You are viewing a plain text version of this content. The canonical link for it is here.
Posted to issues@spark.apache.org by "Herman van Hovell (JIRA)" <ji...@apache.org> on 2015/08/14 21:49:45 UTC
[jira] [Commented] (SPARK-9978) Window functions require
partitionBy to work as expected
[ https://issues.apache.org/jira/browse/SPARK-9978?page=com.atlassian.jira.plugin.system.issuetabpanels:comment-tabpanel&focusedCommentId=14697642#comment-14697642 ]
Herman van Hovell commented on SPARK-9978:
------------------------------------------
There is a small bug in the Python code: https://github.com/apache/spark/blob/master/python/pyspark/sql/window.py#L67
It is calling {{partitionBy}} instead of {{orderBy}}. I never work with Python, and I have never build Spark with Python; so I don't think it the best idea to start my journey into the world of Python this way.
cc [~rxin]/[~davies]: I know you are both super busy, but can you assign this to someone?
> Window functions require partitionBy to work as expected
> --------------------------------------------------------
>
> Key: SPARK-9978
> URL: https://issues.apache.org/jira/browse/SPARK-9978
> Project: Spark
> Issue Type: Bug
> Components: PySpark
> Affects Versions: 1.4.1
> Reporter: Maciej Szymkiewicz
> Assignee: Davies Liu
>
> I am trying to reproduce following SQL query:
> {code}
> df.registerTempTable("df")
> sqlContext.sql("SELECT x, row_number() OVER (ORDER BY x) as rn FROM df").show()
> +----+--+
> | x|rn|
> +----+--+
> |0.25| 1|
> | 0.5| 2|
> |0.75| 3|
> +----+--+
> {code}
> using PySpark API. Unfortunately it doesn't work as expected:
> {code}
> from pyspark.sql.window import Window
> from pyspark.sql.functions import rowNumber
> df = sqlContext.createDataFrame([{"x": 0.25}, {"x": 0.5}, {"x": 0.75}])

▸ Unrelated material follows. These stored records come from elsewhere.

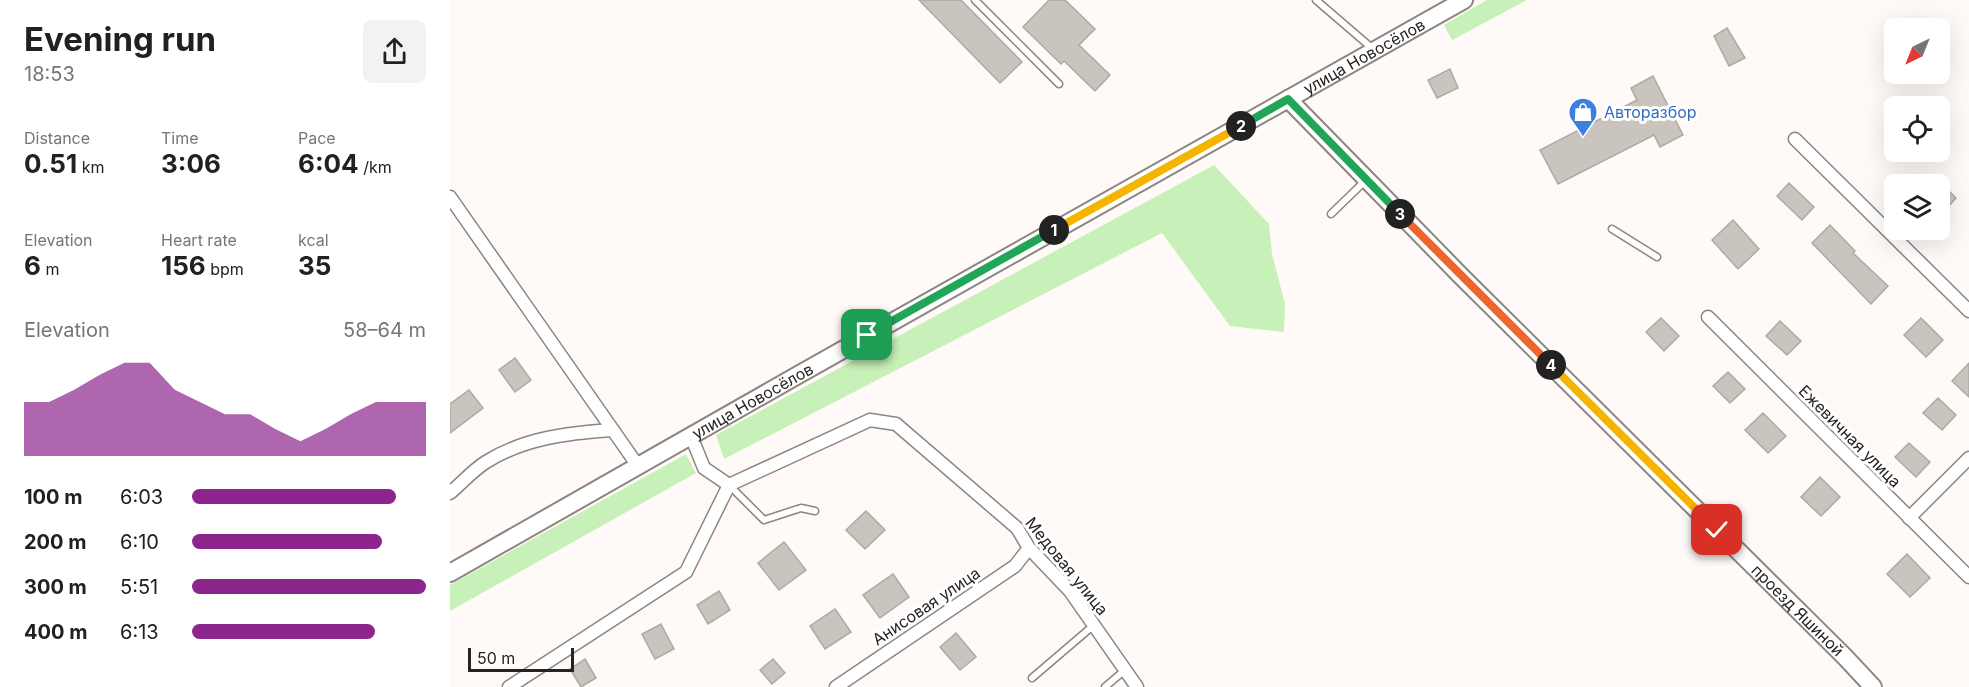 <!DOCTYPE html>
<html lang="en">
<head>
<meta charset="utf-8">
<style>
  :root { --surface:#fff; --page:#f2f2f2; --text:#202124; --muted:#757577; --accent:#8c268c }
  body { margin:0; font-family:Inter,sans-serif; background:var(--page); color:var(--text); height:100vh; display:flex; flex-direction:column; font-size:22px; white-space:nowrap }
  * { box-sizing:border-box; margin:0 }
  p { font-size:20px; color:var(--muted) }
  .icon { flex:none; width:33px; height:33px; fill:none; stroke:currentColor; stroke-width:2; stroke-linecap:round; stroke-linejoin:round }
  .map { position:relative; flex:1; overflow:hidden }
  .sheet { display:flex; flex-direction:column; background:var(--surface); width:450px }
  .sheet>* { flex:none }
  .needle { width:39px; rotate:223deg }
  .tools { position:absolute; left:1434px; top:18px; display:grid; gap:12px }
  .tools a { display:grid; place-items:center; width:66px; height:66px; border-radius:9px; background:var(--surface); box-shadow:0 6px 24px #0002; font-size:30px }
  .scale { position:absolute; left:18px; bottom:15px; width:106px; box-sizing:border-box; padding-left:6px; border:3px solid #262321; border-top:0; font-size:16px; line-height:21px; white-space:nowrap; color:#262321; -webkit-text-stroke:4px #fff; paint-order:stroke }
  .pin { position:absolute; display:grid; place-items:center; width:51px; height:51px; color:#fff; margin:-26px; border-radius:12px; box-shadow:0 3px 9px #0006 }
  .km { position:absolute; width:30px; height:30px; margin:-15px; border-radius:50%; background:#222; color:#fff; font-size:16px; line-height:30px; text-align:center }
  .round { display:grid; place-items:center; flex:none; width:63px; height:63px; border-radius:9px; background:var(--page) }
  .head { display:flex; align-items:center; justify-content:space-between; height:102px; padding:0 24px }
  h1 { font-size:33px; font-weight:700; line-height:45px }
  .metrics { display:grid; grid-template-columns:repeat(3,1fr); gap:9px; height:102px; padding:6px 24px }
  .metrics div { display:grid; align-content:center }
  .metrics b { font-size:26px; font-weight:700 }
  .metrics small { font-size:16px; font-weight:400 }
  .metrics p { font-size:16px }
  .chart { height:168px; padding:12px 24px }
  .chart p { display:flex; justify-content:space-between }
  .chart svg { width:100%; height:108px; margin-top:6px; fill:var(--accent); opacity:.7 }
  ul { padding:0 24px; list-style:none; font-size:20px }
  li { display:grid; grid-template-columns:96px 72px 1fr; align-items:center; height:45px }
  li i { height:15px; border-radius:8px; background:var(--accent) }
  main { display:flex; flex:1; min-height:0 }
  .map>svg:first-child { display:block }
  .green { fill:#c7f1b8 }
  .building { fill:#cac4be; stroke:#aea9a3; stroke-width:1.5 }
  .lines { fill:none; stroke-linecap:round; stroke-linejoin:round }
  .lane-casing { stroke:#8c8580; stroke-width:9 }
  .street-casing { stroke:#8c8580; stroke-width:15 }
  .secondary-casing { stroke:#8c8580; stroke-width:20 }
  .lane { stroke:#fff; stroke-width:6 }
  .street { stroke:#fff; stroke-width:12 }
  .secondary { stroke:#fff; stroke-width:16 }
  .split-1-casing { stroke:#fff; stroke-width:12 }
  .split-2-casing { stroke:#fff; stroke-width:12 }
  .split-3-casing { stroke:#fff; stroke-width:12 }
  .split-4-casing { stroke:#fff; stroke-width:12 }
  .split-5-casing { stroke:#fff; stroke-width:12 }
  .split-1 { stroke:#22a559; stroke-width:8 }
  .split-2 { stroke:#f5b400; stroke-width:8 }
  .split-3 { stroke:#22a559; stroke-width:8 }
  .split-4 { stroke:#f0652b; stroke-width:8 }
  .split-5 { stroke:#f5b400; stroke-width:8 }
  .labels { text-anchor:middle; stroke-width:6; stroke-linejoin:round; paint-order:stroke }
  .street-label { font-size:16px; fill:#262321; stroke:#fff }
  .shop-label { font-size:16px; fill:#366cbe; stroke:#fff; text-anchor:start }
</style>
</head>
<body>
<main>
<section class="sheet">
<div class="head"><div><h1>Evening run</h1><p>18:53</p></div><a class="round"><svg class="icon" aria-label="share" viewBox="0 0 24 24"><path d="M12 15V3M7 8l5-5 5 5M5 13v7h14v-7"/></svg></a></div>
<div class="metrics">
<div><p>Distance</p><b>0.51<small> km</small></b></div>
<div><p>Time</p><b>3:06</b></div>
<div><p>Pace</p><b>6:04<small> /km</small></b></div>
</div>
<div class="metrics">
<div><p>Elevation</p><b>6<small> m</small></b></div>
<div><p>Heart rate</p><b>156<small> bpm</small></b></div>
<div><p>kcal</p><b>35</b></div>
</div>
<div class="chart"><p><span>Elevation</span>58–64 m</p>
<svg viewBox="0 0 160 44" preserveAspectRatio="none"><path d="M0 44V22L10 22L20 17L30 11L40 6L50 6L60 17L70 22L80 27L90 27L100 33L110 38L120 33L130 27L140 22L150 22L160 22V44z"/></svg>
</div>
<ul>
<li><b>100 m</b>6:03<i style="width:87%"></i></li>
<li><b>200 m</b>6:10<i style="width:81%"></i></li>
<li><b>300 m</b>5:51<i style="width:100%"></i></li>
<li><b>400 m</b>6:13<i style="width:78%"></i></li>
</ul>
</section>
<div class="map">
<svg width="1519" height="687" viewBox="0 0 1519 687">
  <rect width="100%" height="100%" fill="#fffaf7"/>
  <g class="green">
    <path d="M 1037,0 L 1077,0 L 1002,40 L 994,25 Z"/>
    <path d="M 764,165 L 819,224 L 822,254 L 835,304 L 834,332 L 780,326 L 712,233 L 274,459 L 266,435 Z"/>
    <path d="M 236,454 L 246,473 L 0,611 L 0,585 Z"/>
  </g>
  <g class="building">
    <path d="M 469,0 L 511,0 L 572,62 L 550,83 Z"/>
    <path d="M 599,0 L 615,0 L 645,29 L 629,45 L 660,75 L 645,91 L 614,61 L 611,64 L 573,27 Z"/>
    <path d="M 1277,28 L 1295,58 L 1279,66 L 1264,36 Z"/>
    <path d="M 1000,69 L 1008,88 L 987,98 L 978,80 Z"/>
    <path d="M 1203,76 L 1233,135 L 1210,147 L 1204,135 L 1108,184 L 1090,150 L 1187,100 L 1181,88 Z"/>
    <path d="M 1490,182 L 1506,198 L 1490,216 Z"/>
    <path d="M 1339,183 L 1364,207 L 1352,220 L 1327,196 Z"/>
    <path d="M 1283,220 L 1309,249 L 1288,269 L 1262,240 Z"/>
    <path d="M 1380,225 L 1405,251 L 1403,253 L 1438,286 L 1421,304 L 1362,243 Z"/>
    <path d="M 1211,318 L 1229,336 L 1214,351 L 1196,332 Z"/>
    <path d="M 1471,318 L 1493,340 L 1476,357 L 1454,335 Z"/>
    <path d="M 1330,321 L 1351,341 L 1337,355 L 1316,336 Z"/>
    <path d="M 65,358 L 81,380 L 65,392 L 49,370 Z"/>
    <path d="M 1519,363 L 1519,397 L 1502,381 Z"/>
    <path d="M 1278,372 L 1295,389 L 1280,403 L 1263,386 Z"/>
    <path d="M 19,390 L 33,408 L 0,433 L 0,404 Z"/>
    <path d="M 1488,398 L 1506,415 L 1492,430 L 1473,413 Z"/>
    <path d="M 1313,413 L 1336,436 L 1318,453 L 1295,430 Z"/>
    <path d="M 1459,443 L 1480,462 L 1466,477 L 1445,457 Z"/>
    <path d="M 1370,477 L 1390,497 L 1371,516 L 1351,497 Z"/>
    <path d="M 416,511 L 435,530 L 415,549 L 396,530 Z"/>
    <path d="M 334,542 L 356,570 L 329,590 L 308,563 Z"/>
    <path d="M 1457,554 L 1480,578 L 1460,597 L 1437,574 Z"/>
    <path d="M 443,574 L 459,597 L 430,618 L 413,595 Z"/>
    <path d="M 269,591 L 280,610 L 258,624 L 247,605 Z"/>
    <path d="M 385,609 L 401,632 L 375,649 L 360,626 Z"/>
    <path d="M 211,624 L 224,649 L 205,659 L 192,634 Z"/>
    <path d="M 506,633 L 526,657 L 510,670 L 490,647 Z"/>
    <path d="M 135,659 L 146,678 L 131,687 L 120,669 Z"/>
    <path d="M 323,659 L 335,673 L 322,684 L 310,670 Z"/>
  </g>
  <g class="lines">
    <g class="lane-casing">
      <g id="lane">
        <path d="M 525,0 L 609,84"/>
        <path d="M 866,0 L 923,49"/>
        <path d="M 881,214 L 916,180"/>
        <path d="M 1162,229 L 1207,257"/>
        <path d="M 280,486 L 314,520 L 351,508 L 365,511"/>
        <path d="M 582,678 L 644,625"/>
        <path d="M 655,687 L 675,670"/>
      </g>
    </g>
    <g class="street-casing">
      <g id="street">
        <path d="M 1345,139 L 1519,311"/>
        <path d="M 0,197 L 188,466"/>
        <path d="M 1258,317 L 1519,577"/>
        <path d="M 241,436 L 254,468 L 279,485"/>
        <path d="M 0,493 C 12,483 23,470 36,462 C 74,438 118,433 162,430"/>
        <path d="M 1459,518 L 1519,458"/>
        <path d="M 59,687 L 236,572 L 279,485 L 420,420 L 446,424 L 567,528 L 579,548 L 620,591 L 687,687"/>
        <path d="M 386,687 L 565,566 L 579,548"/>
      </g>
    </g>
    <g class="secondary-casing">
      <g id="secondary">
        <path id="s1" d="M 838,99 L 1012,277 L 1395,657 L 1423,687"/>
        <path id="s2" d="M 0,573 L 348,375 L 1014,0"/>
      </g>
    </g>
    <use href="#lane" class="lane"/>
    <use href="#street" class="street"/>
    <use href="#secondary" class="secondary"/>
  </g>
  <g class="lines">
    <g class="split-1-casing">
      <path id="split-1" d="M 417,335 L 604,230"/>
    </g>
    <g class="split-2-casing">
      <path id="split-2" d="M 604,230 L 791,126"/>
    </g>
    <g class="split-3-casing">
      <path id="split-3" d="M 791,126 L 838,99 L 950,214"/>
    </g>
    <g class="split-4-casing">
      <path id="split-4" d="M 950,214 L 1101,365"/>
    </g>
    <g class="split-5-casing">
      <path id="split-5" d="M 1101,365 L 1267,530"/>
    </g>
    <use href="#split-1" class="split-1"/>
    <use href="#split-2" class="split-2"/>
    <use href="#split-3" class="split-3"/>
    <use href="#split-4" class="split-4"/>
    <use href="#split-5" class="split-5"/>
  </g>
  <defs>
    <g id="shop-pin" transform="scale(1.5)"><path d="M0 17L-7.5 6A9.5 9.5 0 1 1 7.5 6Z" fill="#3f7fe0" stroke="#fff"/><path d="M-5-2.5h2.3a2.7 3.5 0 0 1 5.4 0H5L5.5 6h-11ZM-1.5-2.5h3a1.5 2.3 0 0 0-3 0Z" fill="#fff"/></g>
  </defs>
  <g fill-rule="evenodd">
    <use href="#shop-pin" x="1133" y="112"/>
  </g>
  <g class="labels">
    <g class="street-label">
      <text dy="6" stroke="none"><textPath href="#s2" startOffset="1050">улица Новосёлов</textPath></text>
      <text dy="6" stroke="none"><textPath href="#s2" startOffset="348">улица Новосёлов</textPath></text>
      <text transform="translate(1400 436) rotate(45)" y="6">Ежевичная улица</text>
      <text transform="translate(617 566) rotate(51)" y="6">Медовая улица</text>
      <text transform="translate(476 606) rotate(-34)" y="6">Анисовая улица</text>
      <text dy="6" stroke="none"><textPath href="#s1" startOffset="722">проезд Яшиной</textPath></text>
    </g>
    <g class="shop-label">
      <text x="1154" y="118">Авторазбор</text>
    </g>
  </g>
</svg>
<div class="tools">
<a><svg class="needle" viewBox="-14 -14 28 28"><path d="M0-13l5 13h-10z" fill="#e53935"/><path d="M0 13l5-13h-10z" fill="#757577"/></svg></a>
<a><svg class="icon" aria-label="locate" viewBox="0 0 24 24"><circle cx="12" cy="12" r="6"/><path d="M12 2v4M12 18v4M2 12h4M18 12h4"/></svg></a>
<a><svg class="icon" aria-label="layers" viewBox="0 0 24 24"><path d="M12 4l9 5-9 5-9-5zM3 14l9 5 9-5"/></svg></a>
</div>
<div class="scale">50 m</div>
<div class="pin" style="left:417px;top:335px;background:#1e9e55"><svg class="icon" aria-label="arrive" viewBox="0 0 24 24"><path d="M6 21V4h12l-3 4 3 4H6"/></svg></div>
<div class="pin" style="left:1267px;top:530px;background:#d93025"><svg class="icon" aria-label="check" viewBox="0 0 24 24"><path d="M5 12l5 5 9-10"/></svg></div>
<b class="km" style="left:604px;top:230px">1</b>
<b class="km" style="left:791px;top:126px">2</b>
<b class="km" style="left:950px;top:214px">3</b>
<b class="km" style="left:1101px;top:365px">4</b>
</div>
</main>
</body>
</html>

> df.select(df["x"], rowNumber().over(Window.orderBy("x")).alias("rn")).show()
> +----+--+
> | x|rn|
> +----+--+
> | 0.5| 1|
> |0.25| 1|
> |0.75| 1|
> +----+--+
> {code}
> As a workaround It is possible to call partitionBy without additional arguments:
> {code}
> df.select(
> df["x"],
> rowNumber().over(Window.partitionBy().orderBy("x")).alias("rn")
> ).show()
> +----+--+
> | x|rn|
> +----+--+
> |0.25| 1|
> | 0.5| 2|
> |0.75| 3|
> +----+--+
> {code}
> but as far as I can tell it is not documented and is rather counterintuitive considering SQL syntax. Moreover this problem doesn't affect Scala API:
> {code}
> import org.apache.spark.sql.expressions.Window
> import org.apache.spark.sql.functions.rowNumber
> case class Record(x: Double)
> val df = sqlContext.createDataFrame(Record(0.25) :: Record(0.5) :: Record(0.75))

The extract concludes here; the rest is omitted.